### WHAT YOU SHOULD DO
Among the entries that follow, find every line with the word "Przewyższenie" and copy it.

### STORED DATA
====================

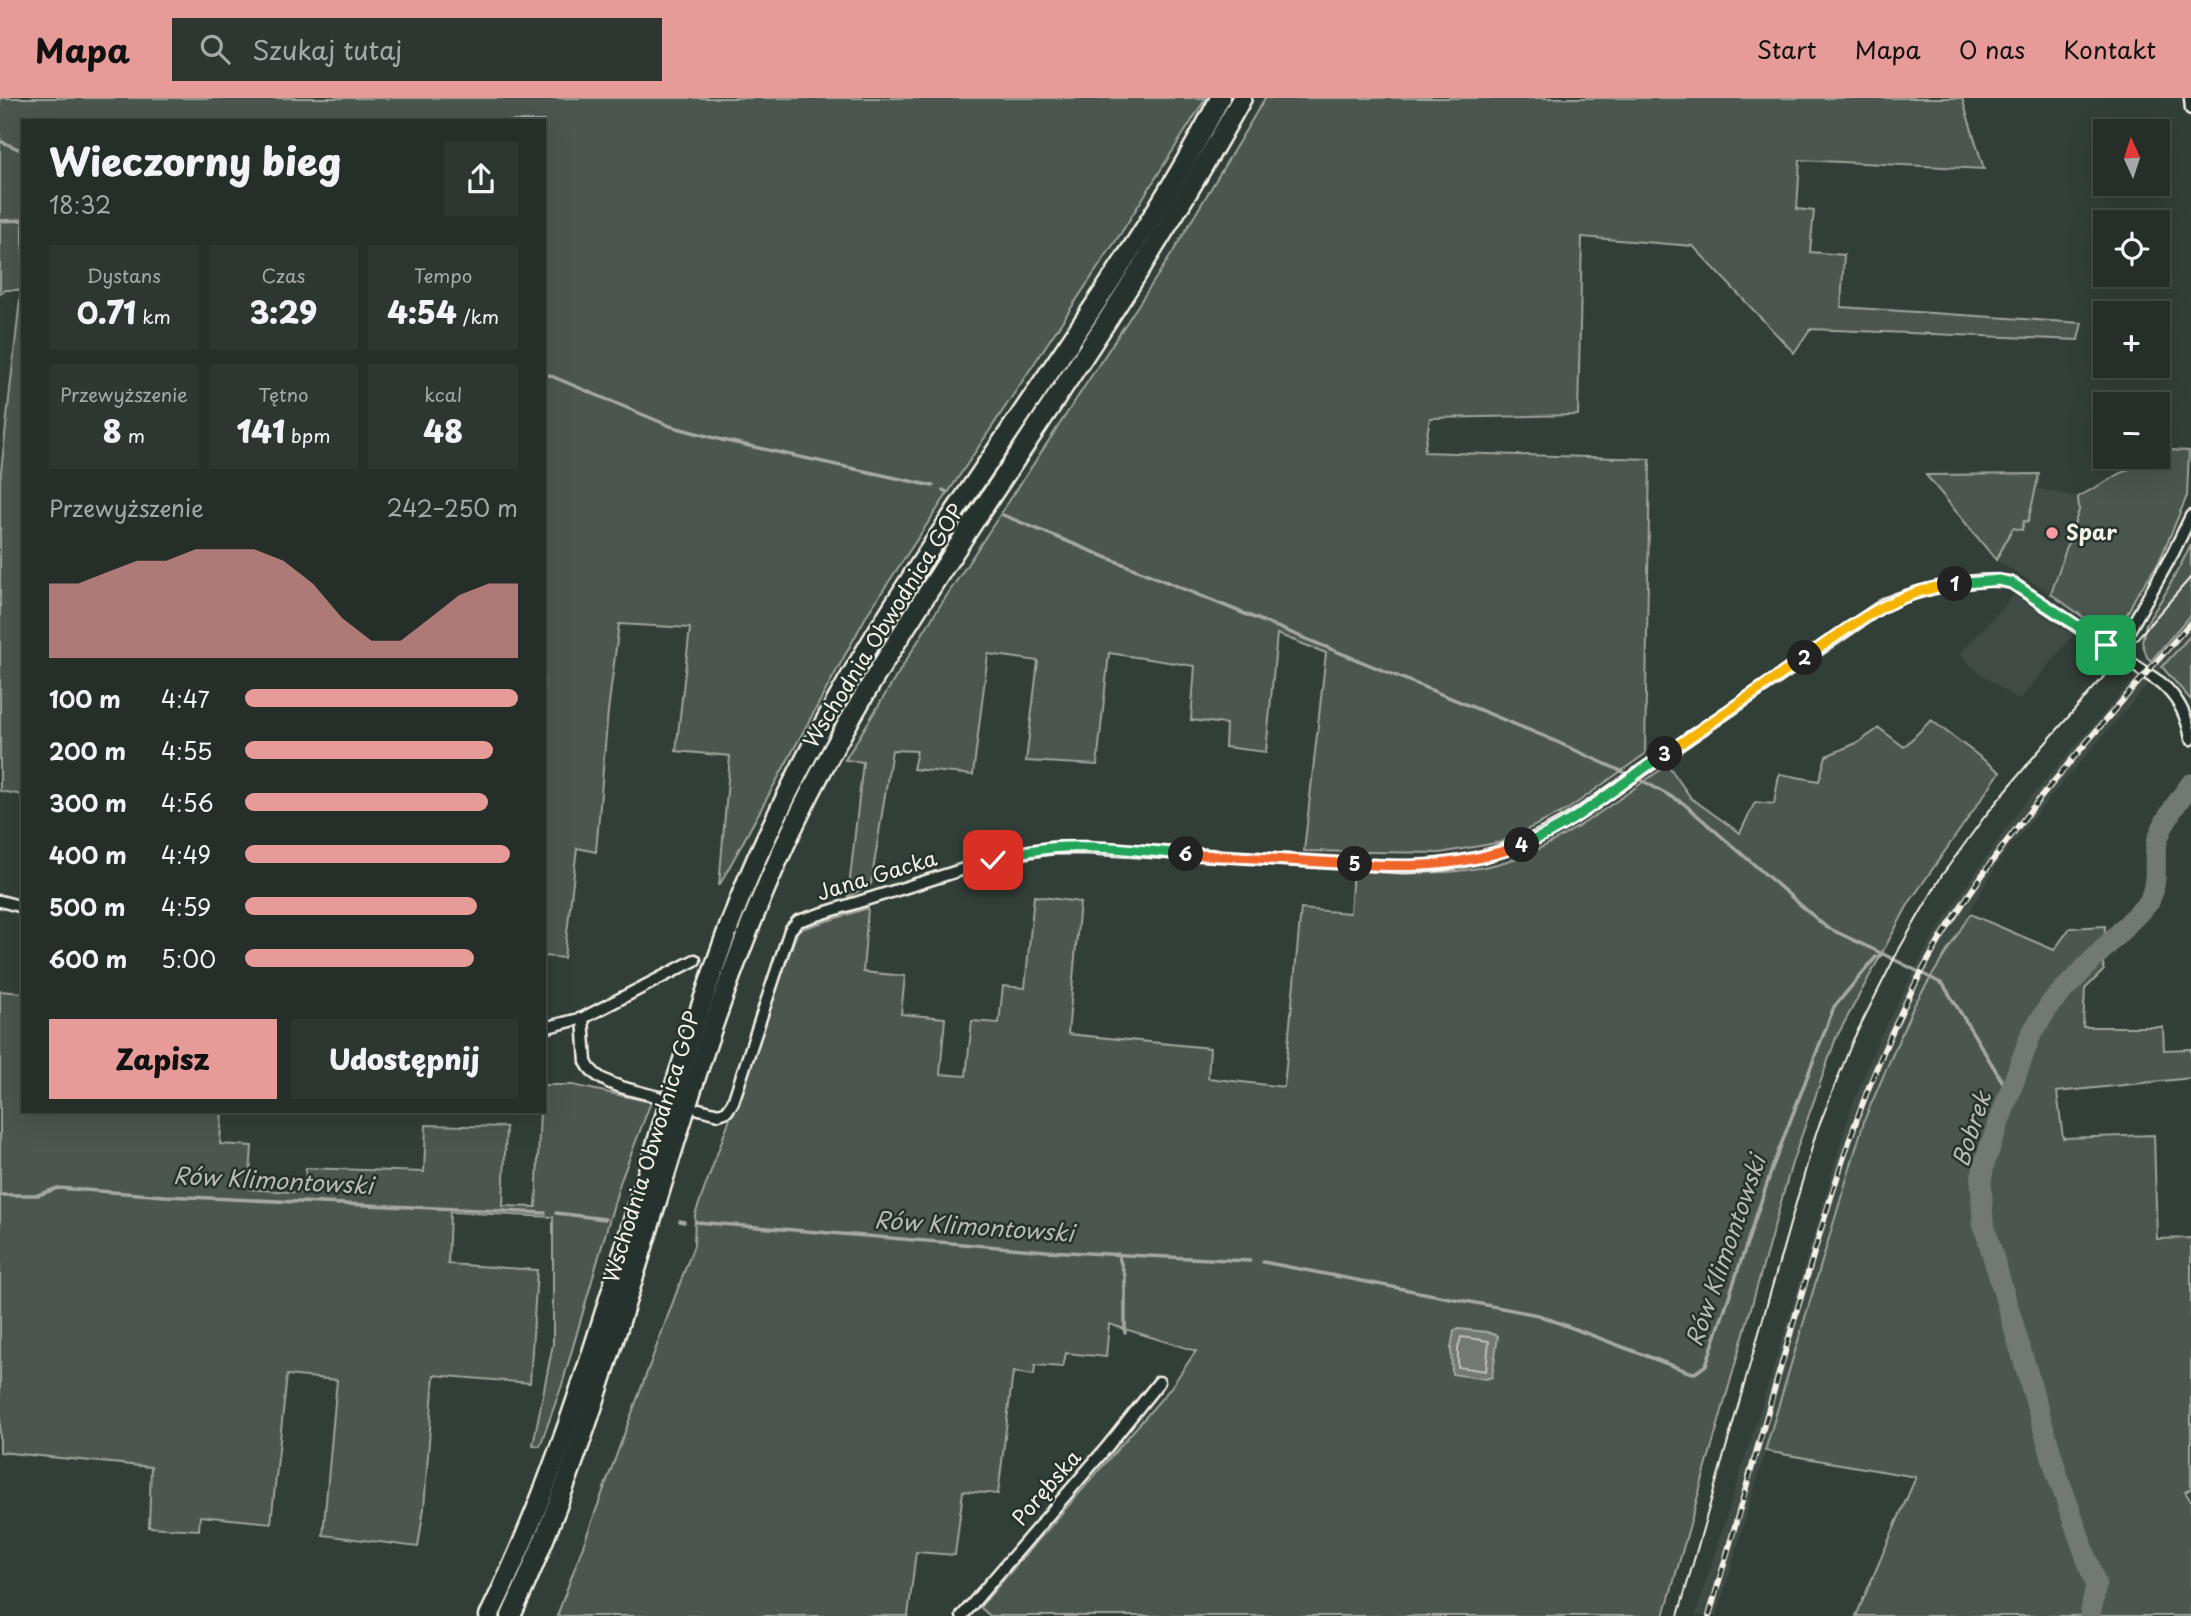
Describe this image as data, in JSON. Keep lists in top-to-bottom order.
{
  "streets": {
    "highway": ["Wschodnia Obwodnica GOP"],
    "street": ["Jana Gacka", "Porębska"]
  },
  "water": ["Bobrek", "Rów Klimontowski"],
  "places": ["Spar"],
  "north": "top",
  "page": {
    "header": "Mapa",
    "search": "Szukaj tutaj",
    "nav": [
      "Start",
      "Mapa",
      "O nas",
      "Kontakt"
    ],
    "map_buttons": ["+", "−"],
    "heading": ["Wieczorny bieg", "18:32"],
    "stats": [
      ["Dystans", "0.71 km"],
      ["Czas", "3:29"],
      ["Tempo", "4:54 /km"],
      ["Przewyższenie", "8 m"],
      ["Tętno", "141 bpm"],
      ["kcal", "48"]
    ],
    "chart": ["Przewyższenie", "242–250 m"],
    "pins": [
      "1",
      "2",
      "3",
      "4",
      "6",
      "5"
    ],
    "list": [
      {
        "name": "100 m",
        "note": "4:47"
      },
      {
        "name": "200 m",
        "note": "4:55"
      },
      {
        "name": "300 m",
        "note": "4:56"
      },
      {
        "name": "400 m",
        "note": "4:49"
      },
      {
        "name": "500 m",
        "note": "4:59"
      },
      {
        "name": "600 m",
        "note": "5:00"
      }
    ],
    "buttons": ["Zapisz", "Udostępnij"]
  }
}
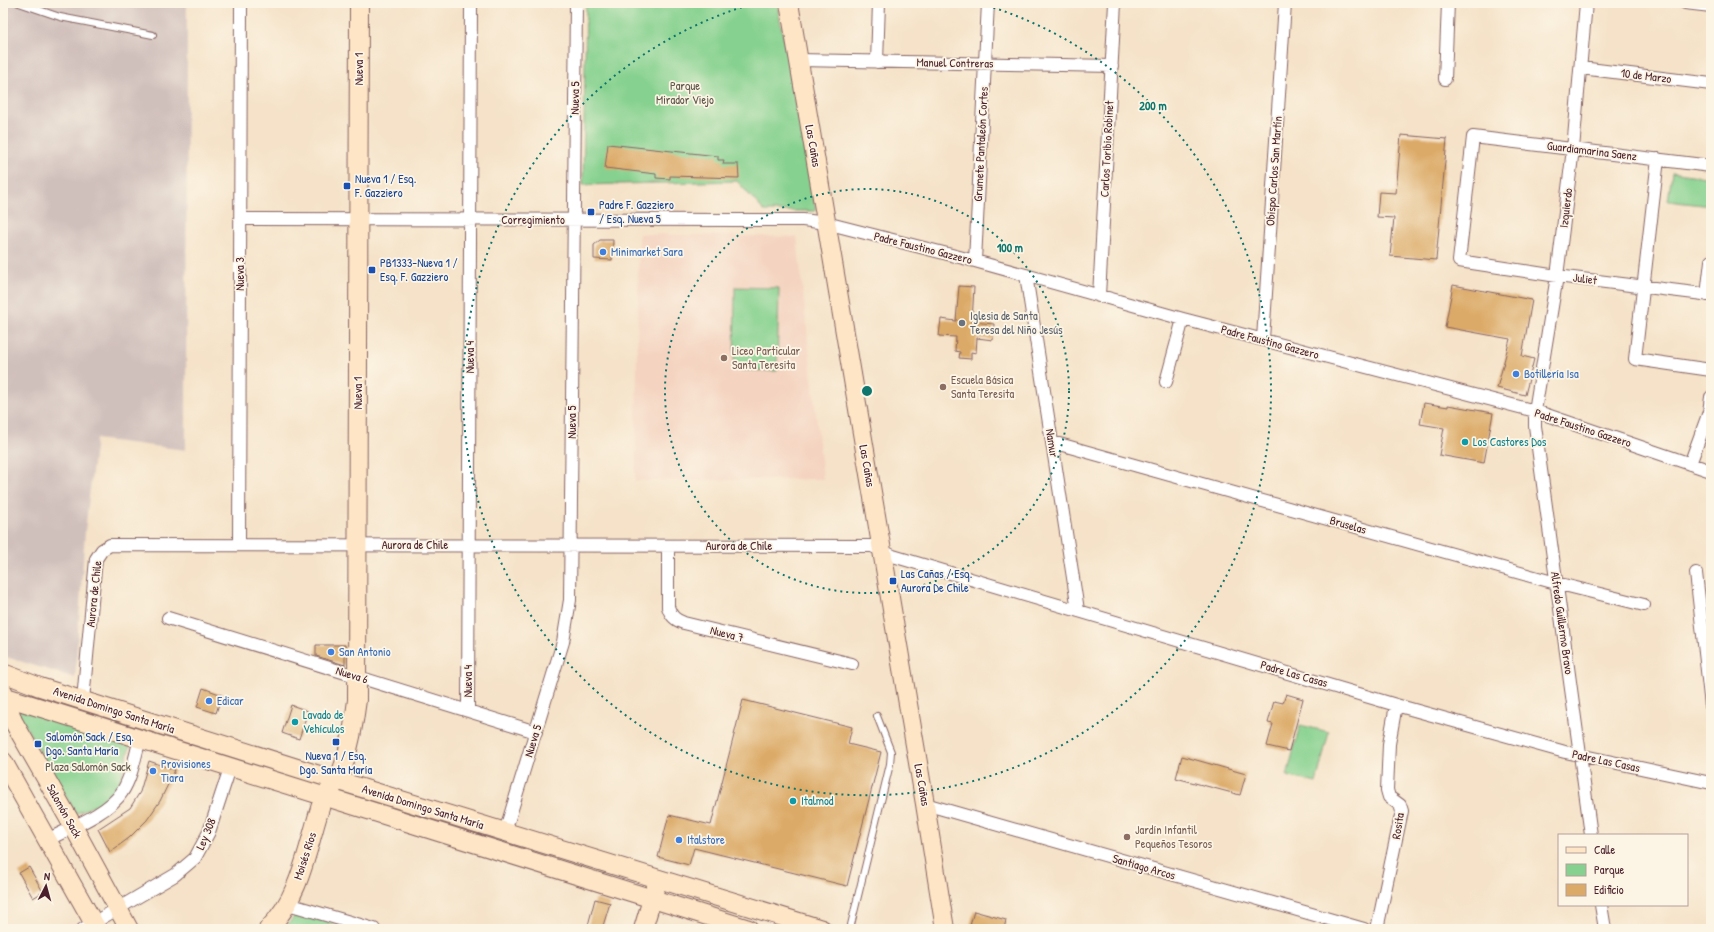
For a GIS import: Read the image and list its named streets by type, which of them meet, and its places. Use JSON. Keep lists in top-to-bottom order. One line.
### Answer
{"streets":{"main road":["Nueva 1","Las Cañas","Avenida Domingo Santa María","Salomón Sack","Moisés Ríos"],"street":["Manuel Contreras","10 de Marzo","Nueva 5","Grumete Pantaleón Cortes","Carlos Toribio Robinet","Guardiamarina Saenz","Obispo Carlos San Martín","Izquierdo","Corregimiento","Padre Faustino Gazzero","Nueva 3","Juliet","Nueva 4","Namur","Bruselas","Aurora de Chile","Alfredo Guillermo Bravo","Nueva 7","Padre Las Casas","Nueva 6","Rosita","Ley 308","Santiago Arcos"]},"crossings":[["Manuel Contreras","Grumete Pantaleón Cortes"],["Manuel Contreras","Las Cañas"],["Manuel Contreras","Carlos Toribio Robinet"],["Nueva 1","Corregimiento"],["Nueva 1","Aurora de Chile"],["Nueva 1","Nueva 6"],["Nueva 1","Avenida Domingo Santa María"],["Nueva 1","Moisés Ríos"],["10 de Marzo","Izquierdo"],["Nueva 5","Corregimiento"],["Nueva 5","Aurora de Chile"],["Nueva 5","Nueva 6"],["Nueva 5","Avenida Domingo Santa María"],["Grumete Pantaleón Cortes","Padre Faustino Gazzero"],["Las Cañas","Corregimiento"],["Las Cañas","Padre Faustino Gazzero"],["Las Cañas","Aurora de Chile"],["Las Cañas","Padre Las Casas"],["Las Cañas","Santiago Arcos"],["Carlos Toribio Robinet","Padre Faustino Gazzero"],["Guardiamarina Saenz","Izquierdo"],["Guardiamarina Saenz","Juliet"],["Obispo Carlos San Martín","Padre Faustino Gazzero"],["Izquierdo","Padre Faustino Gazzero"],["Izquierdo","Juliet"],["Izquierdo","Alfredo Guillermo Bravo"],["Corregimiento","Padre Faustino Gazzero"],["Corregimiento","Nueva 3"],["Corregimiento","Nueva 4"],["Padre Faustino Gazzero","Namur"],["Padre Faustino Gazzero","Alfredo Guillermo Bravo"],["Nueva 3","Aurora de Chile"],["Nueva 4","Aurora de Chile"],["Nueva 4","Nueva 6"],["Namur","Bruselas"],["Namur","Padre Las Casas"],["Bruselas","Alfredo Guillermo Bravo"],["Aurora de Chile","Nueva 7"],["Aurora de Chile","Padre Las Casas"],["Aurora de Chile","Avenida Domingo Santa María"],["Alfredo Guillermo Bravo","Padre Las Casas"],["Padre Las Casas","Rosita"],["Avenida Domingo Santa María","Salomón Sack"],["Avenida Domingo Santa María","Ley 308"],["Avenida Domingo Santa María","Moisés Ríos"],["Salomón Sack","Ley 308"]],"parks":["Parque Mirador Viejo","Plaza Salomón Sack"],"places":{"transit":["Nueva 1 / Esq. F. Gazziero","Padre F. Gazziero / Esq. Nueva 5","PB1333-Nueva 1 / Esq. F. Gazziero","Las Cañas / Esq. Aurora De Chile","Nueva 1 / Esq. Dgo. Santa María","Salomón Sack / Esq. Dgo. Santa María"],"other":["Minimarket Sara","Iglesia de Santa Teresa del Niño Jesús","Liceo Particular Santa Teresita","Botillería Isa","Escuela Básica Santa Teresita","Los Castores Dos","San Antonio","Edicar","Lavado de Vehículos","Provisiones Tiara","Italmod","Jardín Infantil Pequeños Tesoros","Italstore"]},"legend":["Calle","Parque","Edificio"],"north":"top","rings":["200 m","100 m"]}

====================

### OUTPUT FOR THIS EXERCISE
      ["Przewyższenie", "8 m"],
    "chart": ["Przewyższenie", "242–250 m"],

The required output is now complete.